La langue pour les migrants selon le modèle nordique

Il y a quelques semaines, le Centre nordique de protection sociale a publié un rapport intitulé « Policy Frameworks for Migrant Integration in the Nordic Countries 2025 », une comparaison complète de la façon dont les pays nordiques ont géré l'intégration des migrants et leurs stratégies actuelles.

Il y avait énormément d'informations ici sur la façon dont chaque pays aborde l'apprentissage des langues et l'assimilation des migrants, un sujet que j'ai traité sous de nombreux angles ces derniers mois (ici, ici, ici) et sur lequel je m'attends à voir une attention accrue à peu près partout (apprenez la langue locale, les amis !).

Les cinq pays nordiques exigent (ou proposent) une maîtrise de la langue pour la citoyenneté, mais avec des seuils et des mécanismes d'application variés. Certains pays subventionnent un nombre illimité d'heures de formation linguistique, tandis que d'autres plafonnent le soutien.

Danemark : Strict

• Bien que l'éducation linguistique pour les réfugiés soit généralement gratuite, les migrants « autonomes » (comme les travailleurs migrants et les étudiants) peuvent être tenus de verser un dépôt au début de leur cours. Cet argent n'est restitué qu'après la réussite des modules et de l'examen final.

• À partir de cette année, les réfugiés et les migrants familiaux recevant des prestations sont soumis à une obligation de travail de 37 heures par semaine. Cet emploi du temps combine cours de langue avec stages, emplois subventionnés ou service communautaire.
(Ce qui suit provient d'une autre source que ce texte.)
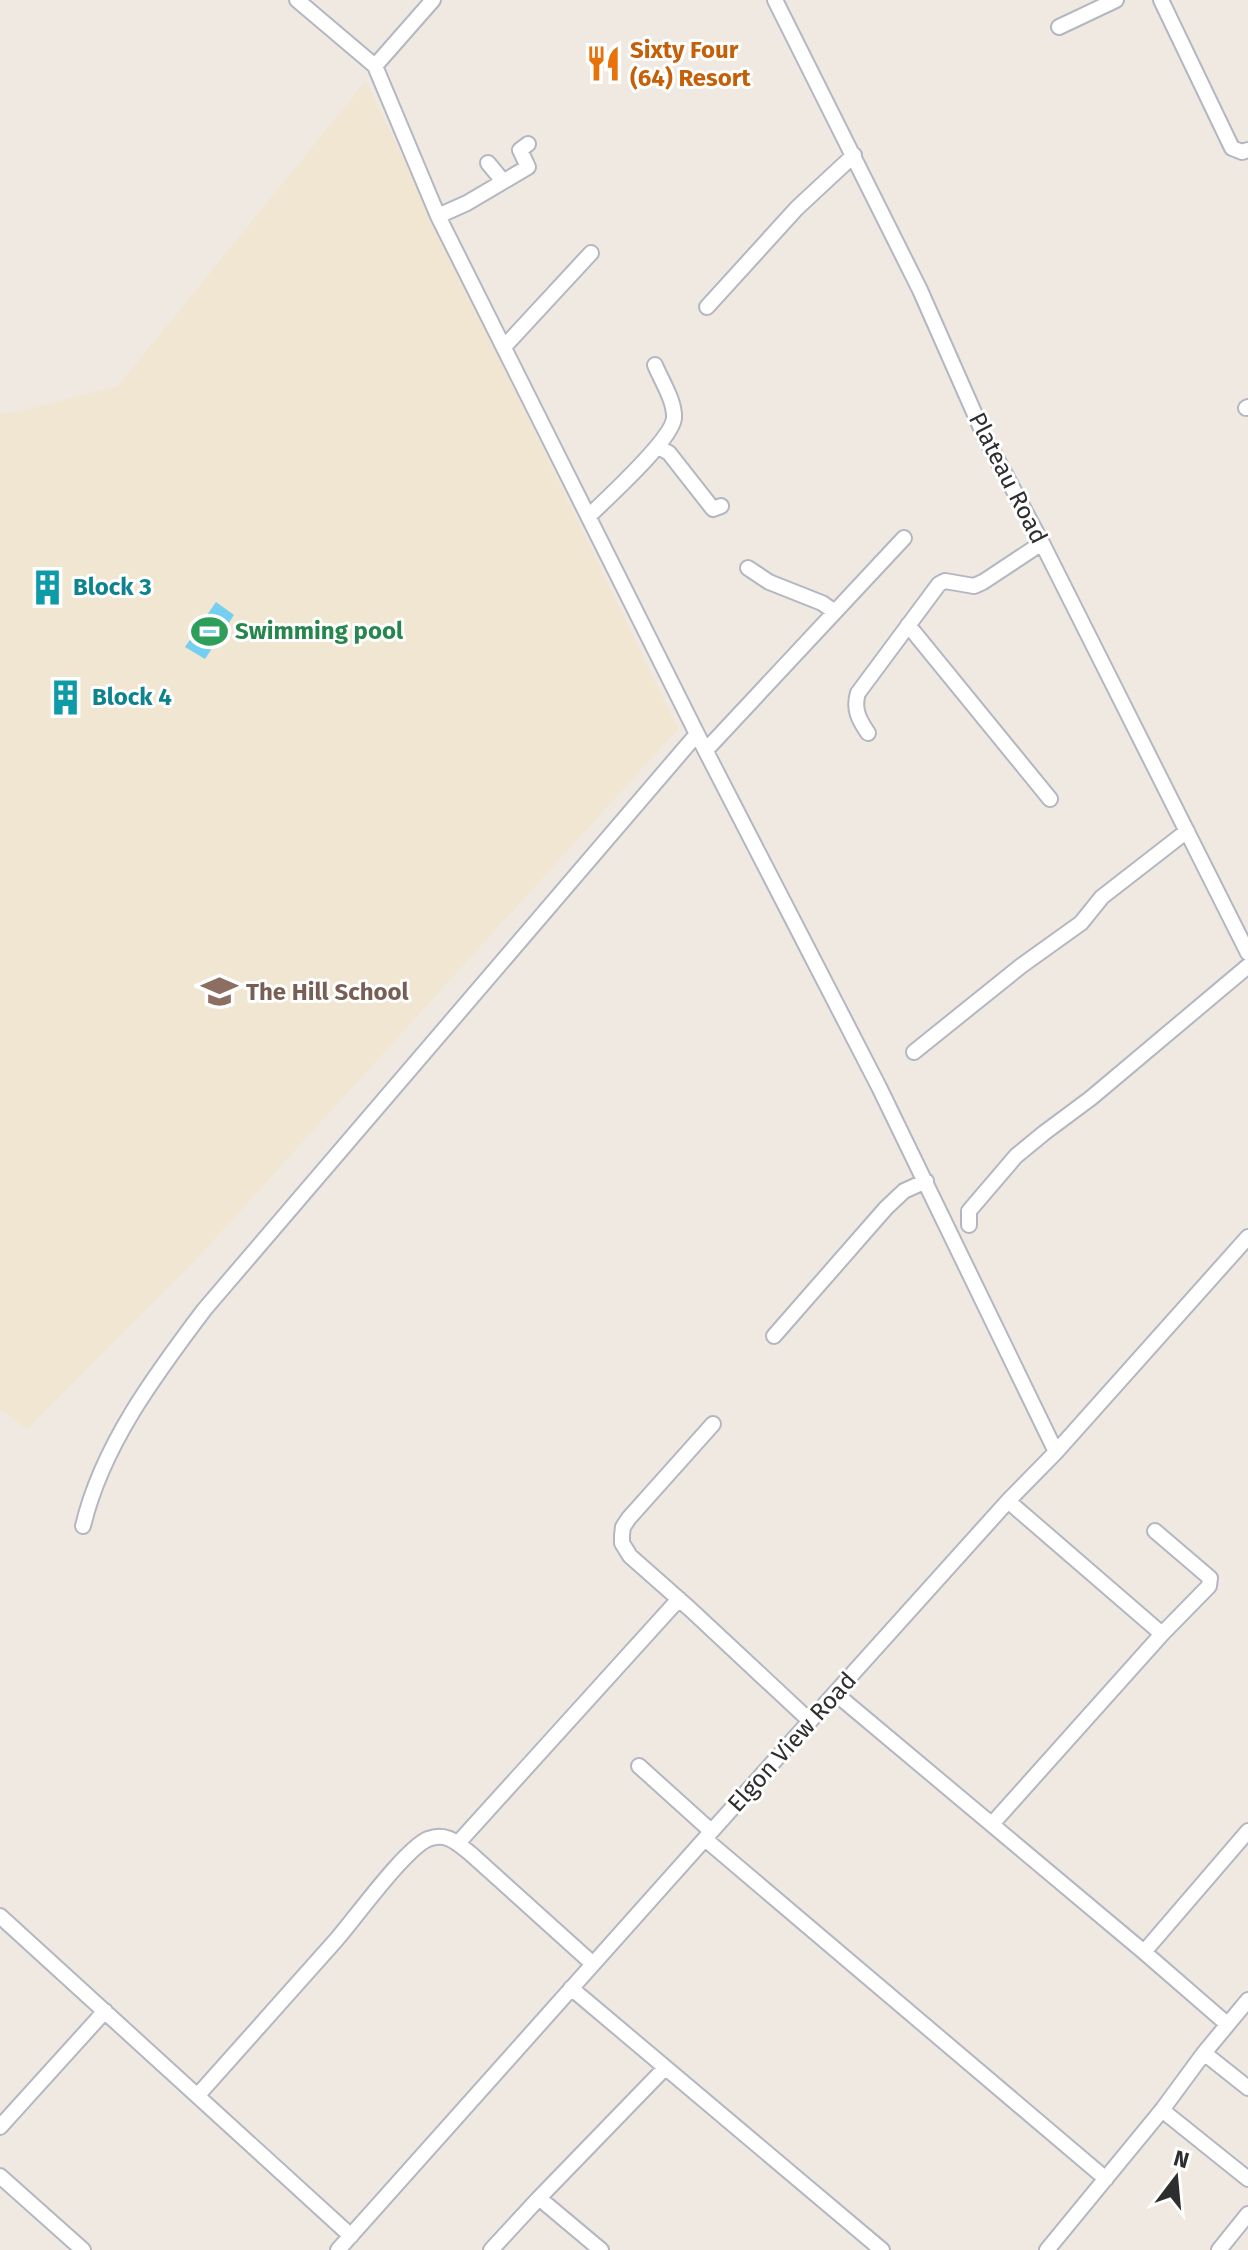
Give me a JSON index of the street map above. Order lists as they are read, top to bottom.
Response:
{
  "streets": {
    "street": ["Plateau Road", "Elgon View Road"]
  },
  "places": {
    "restaurant": ["Sixty Four (64) Resort"],
    "building": ["Block 3", "Block 4"],
    "sports": ["Swimming pool"],
    "school or university": ["The Hill School"]
  },
  "north": "top"
}
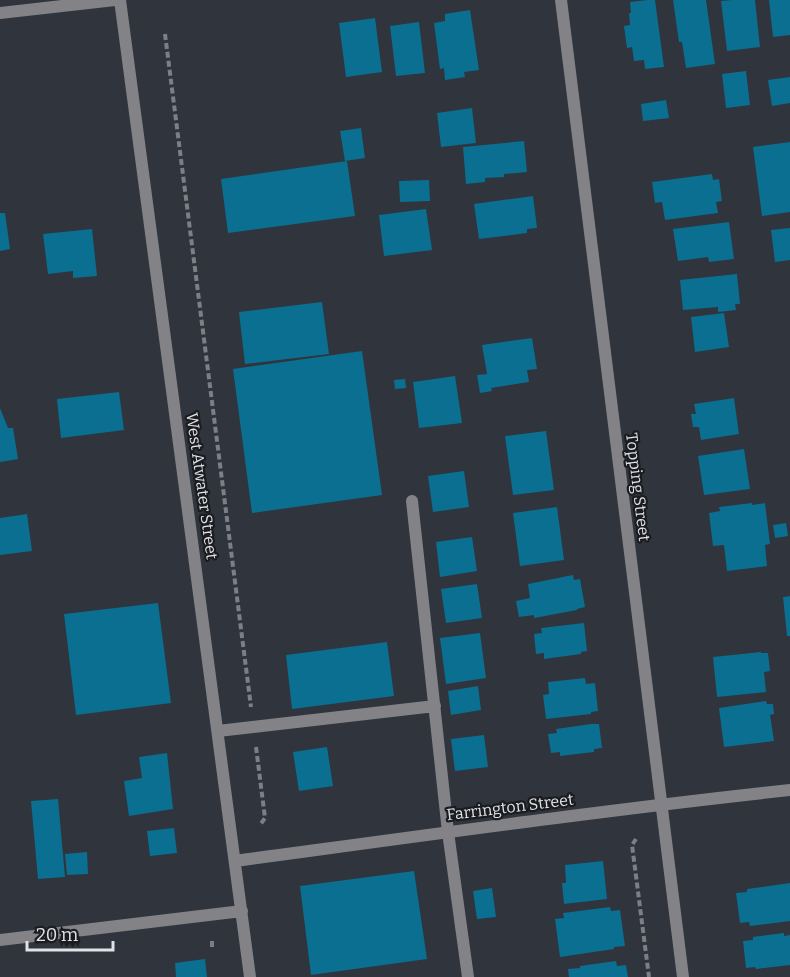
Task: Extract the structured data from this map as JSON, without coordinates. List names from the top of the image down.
{
  "streets": {
    "street": ["West Atwater Street", "Topping Street", "Farrington Street"]
  },
  "crossings": [
    ["West Atwater Street", "Farrington Street"],
    ["Topping Street", "Farrington Street"]
  ],
  "scale_bar": "20 m"
}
• L'éducation linguistique est obligatoire pour ceux qui ont des permis de séjour temporaire et reçoivent des prestations. Le refus de participer entraîne une réduction des prestations financières.
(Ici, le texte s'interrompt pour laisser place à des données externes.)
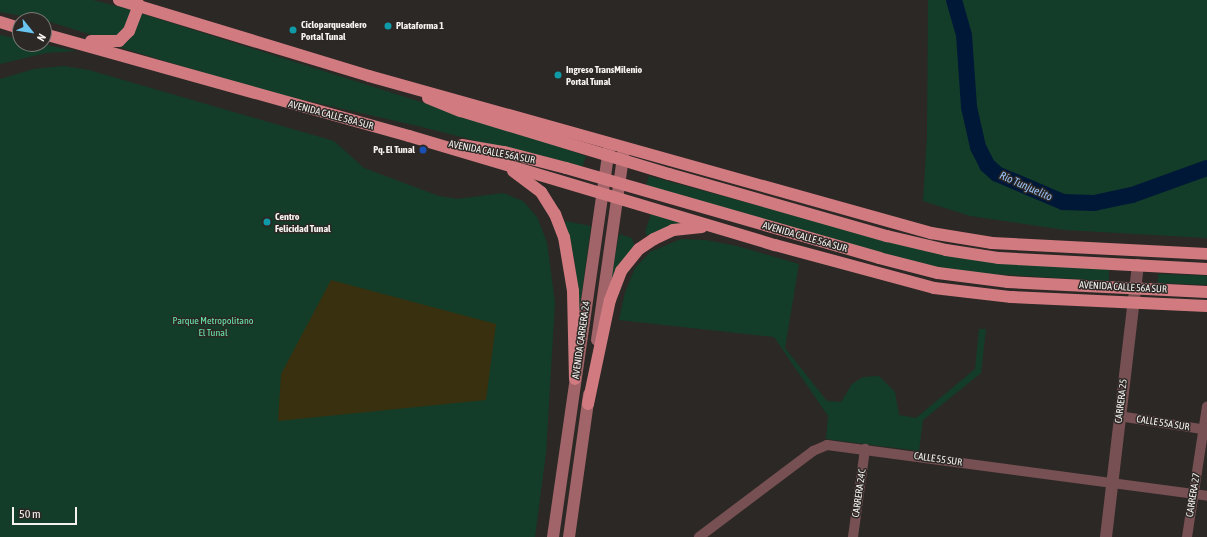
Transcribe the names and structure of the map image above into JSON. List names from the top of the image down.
{
  "streets": {
    "highway": ["AVENIDA CALLE 58A SUR", "AVENIDA CALLE 56A SUR"],
    "main road": ["AVENIDA CARRERA 24"],
    "street": [
      "CARRERA 25",
      "CALLE 55A SUR",
      "CALLE 55 SUR",
      "CARRERA 24C",
      "CARRERA 27"
    ]
  },
  "crossings": [
    ["AVENIDA CALLE 58A SUR", "AVENIDA CALLE 56A SUR"],
    ["AVENIDA CALLE 58A SUR", "AVENIDA CARRERA 24"],
    ["AVENIDA CALLE 56A SUR", "AVENIDA CARRERA 24"],
    ["AVENIDA CALLE 56A SUR", "CARRERA 25"],
    ["CARRERA 25", "CALLE 55A SUR"],
    ["CARRERA 25", "CALLE 55 SUR"],
    ["CALLE 55A SUR", "CARRERA 27"],
    ["CALLE 55 SUR", "CARRERA 24C"],
    ["CALLE 55 SUR", "CARRERA 27"]
  ],
  "water": ["Río Tunjuelito"],
  "parks": ["Parque Metropolitano El Tunal"],
  "places": [
    "Plataforma 1",
    "Cicloparqueadero Portal Tunal",
    "Ingreso TransMilenio Portal Tunal",
    "Pq. El Tunal",
    "Centro Felicidad Tunal"
  ],
  "scale_bar": "50 m",
  "north": "bottom right"
}
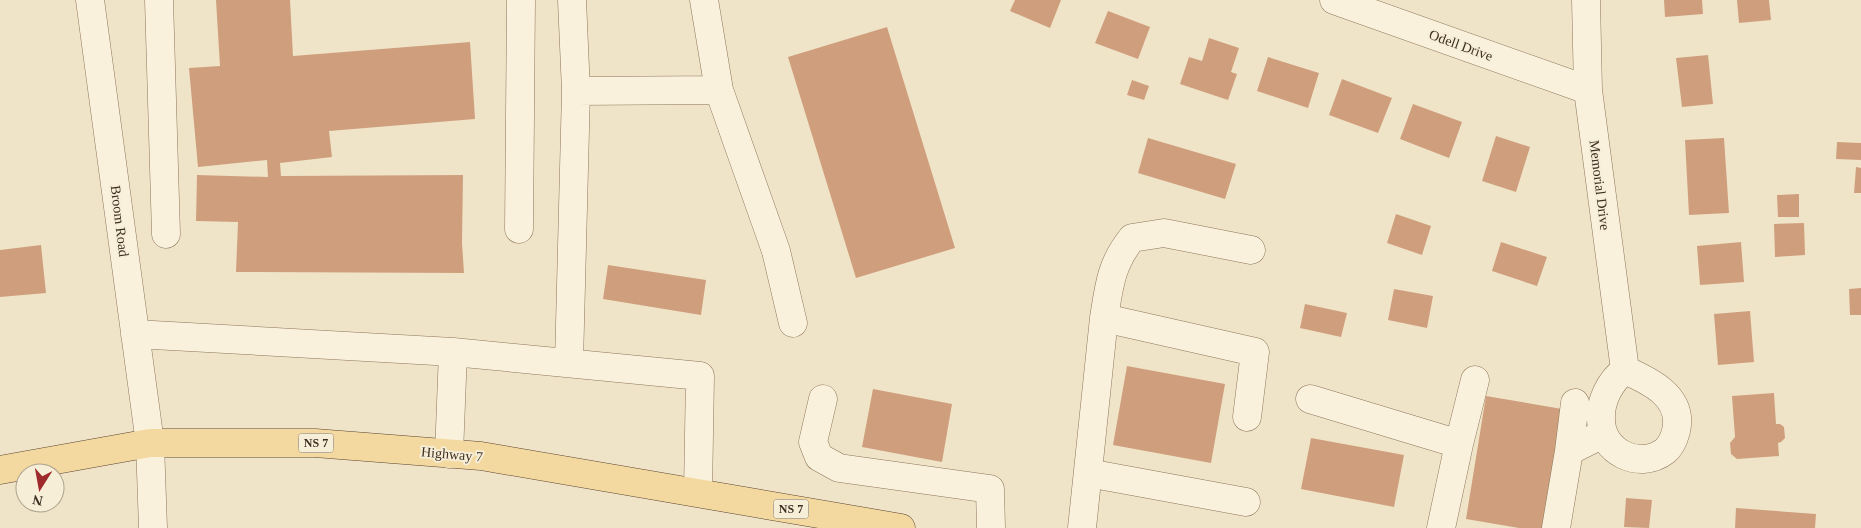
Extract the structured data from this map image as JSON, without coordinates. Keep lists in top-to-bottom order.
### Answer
{
  "streets": {
    "main road": ["NS 7", "Highway 7"],
    "street": ["Odell Drive", "Memorial Drive", "Broom Road"]
  },
  "crossings": [
    ["Odell Drive", "Memorial Drive"],
    ["Broom Road", "Highway 7"]
  ],
  "north": "bottom"
}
Norvège : Également strict

• Les travailleurs migrants de pays tiers (non-UE/EEE) éligibles à la résidence permanente doivent suivre 300 heures (!!) de formation linguistique.

• L'année dernière, un système national de formation au norvégien numérique a été lancé pour compléter les cours municipaux, visant à aider les zones ayant des problèmes de capacité.

Suède : Accès gratuit avec obstacles

• Les municipalités doivent fournir des cours de suédois gratuits aux résidents de 16 ans et plus. Cependant, l'éligibilité nécessite généralement un numéro d'identité personnel suédois, ce qui peut être un obstacle administratif pour les nouveaux arrivants.

Finlande : Options bilingues et soutien des employeurs

• Unique à la Finlande, les plans d'intégration peuvent être adaptés pour enseigner soit le finnois soit le suédois, selon la région et les besoins de l'individu.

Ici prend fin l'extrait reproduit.